##### DATA

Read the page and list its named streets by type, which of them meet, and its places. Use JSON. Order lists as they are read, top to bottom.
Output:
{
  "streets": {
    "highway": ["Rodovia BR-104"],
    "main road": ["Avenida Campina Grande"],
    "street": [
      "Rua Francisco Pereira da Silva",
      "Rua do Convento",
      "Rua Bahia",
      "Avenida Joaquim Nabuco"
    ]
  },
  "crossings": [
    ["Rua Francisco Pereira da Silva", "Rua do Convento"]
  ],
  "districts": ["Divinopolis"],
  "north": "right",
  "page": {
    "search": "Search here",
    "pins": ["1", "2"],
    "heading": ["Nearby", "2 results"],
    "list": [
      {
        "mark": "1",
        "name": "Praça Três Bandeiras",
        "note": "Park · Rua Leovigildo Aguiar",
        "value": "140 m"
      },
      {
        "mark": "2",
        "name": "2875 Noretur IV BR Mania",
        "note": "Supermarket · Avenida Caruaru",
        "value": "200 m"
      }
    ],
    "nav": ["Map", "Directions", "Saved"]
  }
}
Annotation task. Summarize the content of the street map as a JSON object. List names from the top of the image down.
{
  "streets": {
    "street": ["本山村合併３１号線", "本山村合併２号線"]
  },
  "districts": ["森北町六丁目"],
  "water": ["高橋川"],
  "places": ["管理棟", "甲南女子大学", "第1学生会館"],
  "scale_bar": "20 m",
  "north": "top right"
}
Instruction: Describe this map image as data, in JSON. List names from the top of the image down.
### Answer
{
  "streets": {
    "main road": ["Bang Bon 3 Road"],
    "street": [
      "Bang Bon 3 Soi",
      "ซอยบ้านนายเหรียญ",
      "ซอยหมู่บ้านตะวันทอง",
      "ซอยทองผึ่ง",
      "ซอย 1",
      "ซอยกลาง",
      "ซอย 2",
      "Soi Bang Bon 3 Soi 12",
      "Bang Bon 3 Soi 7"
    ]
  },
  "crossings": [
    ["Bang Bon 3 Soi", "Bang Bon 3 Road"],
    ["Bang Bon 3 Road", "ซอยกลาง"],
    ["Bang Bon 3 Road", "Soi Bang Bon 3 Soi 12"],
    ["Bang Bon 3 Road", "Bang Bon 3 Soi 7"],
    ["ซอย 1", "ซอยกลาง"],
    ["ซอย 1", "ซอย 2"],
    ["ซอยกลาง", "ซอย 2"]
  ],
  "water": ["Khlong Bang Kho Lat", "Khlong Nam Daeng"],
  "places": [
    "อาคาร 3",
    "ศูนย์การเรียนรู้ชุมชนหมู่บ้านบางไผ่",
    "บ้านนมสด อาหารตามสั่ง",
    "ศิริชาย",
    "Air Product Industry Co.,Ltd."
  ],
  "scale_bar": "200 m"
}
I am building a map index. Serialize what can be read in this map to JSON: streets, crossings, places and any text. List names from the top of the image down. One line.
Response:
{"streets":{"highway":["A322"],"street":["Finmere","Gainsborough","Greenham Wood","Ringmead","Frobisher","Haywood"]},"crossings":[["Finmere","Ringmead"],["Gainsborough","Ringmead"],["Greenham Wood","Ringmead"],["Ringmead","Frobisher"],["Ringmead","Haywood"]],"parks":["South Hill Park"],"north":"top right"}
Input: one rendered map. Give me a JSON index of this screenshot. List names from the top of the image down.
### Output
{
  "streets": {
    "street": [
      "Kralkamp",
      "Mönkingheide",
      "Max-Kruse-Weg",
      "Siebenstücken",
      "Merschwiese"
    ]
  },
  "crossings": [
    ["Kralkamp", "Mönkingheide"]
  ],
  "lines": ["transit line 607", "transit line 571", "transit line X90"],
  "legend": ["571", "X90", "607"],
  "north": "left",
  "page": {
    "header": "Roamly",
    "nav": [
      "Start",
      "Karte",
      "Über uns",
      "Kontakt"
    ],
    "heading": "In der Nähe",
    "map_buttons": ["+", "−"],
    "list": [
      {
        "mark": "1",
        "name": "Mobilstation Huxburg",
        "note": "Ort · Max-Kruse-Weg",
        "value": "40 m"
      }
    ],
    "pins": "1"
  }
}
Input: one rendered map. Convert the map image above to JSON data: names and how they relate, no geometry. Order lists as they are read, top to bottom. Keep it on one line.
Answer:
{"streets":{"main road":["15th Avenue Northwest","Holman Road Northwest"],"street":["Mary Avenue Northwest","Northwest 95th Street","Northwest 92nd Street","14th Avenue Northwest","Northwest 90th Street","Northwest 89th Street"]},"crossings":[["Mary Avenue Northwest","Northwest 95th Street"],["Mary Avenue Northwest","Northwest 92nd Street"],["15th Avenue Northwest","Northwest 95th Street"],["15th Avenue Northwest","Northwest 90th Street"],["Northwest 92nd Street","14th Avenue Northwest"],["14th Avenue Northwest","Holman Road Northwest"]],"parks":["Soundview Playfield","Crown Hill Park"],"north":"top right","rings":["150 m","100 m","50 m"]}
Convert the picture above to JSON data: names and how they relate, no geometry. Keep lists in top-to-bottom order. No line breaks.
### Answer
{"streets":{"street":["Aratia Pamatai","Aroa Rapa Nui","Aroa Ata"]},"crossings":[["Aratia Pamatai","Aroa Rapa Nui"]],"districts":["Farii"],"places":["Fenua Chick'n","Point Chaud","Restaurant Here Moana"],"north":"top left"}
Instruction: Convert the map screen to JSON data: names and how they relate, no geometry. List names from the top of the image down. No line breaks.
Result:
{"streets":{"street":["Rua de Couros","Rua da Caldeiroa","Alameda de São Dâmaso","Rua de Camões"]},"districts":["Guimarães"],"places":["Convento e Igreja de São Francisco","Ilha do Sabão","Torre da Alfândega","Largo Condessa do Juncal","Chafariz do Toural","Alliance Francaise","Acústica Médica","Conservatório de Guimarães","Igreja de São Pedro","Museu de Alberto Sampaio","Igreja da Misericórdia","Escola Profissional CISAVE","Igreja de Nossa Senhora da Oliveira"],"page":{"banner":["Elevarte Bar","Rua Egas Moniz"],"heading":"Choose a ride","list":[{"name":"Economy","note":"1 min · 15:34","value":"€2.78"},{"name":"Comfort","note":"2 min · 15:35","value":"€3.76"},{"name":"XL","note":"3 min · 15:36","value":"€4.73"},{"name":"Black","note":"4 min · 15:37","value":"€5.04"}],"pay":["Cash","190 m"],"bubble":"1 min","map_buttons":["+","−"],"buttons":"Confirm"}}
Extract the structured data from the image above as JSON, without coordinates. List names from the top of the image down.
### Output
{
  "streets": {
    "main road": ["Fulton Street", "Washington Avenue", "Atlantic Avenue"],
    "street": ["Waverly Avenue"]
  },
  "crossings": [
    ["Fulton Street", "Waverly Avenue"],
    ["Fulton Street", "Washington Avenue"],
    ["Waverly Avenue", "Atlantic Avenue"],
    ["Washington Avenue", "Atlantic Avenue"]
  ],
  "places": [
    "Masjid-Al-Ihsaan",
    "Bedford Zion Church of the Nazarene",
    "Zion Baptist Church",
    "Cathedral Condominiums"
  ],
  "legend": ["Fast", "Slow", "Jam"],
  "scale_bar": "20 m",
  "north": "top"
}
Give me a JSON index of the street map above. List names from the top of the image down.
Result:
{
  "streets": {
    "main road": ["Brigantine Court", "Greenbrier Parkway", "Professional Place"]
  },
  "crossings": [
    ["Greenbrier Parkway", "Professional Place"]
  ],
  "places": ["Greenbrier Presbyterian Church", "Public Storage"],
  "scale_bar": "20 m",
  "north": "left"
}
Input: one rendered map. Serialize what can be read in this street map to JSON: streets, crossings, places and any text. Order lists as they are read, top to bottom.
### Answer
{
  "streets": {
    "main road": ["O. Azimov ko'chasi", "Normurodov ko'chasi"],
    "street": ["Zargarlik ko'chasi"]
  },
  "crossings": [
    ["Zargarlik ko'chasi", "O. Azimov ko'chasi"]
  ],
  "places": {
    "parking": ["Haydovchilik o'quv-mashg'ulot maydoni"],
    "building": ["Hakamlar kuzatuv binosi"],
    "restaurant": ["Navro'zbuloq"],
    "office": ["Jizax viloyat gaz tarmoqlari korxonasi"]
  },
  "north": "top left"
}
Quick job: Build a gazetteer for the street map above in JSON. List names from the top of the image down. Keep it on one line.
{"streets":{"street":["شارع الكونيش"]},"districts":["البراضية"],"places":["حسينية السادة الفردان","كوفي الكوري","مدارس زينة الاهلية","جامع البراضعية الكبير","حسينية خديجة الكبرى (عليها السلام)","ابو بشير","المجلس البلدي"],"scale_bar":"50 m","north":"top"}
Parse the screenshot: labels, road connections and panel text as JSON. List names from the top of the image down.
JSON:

##########

» **WORK ORDER**
Each line from the one containing "Quick job: Build" to the final line of the entries above must be returned exactly, and no other line may appear.

» **WRITTEN SOLUTION**
Quick job: Build a gazetteer for the street map above in JSON. List names from the top of the image down. Keep it on one line.
{"streets":{"street":["شارع الكونيش"]},"districts":["البراضية"],"places":["حسينية السادة الفردان","كوفي الكوري","مدارس زينة الاهلية","جامع البراضعية الكبير","حسينية خديجة الكبرى (عليها السلام)","ابو بشير","المجلس البلدي"],"scale_bar":"50 m","north":"top"}
Parse the screenshot: labels, road connections and panel text as JSON. List names from the top of the image down.
JSON:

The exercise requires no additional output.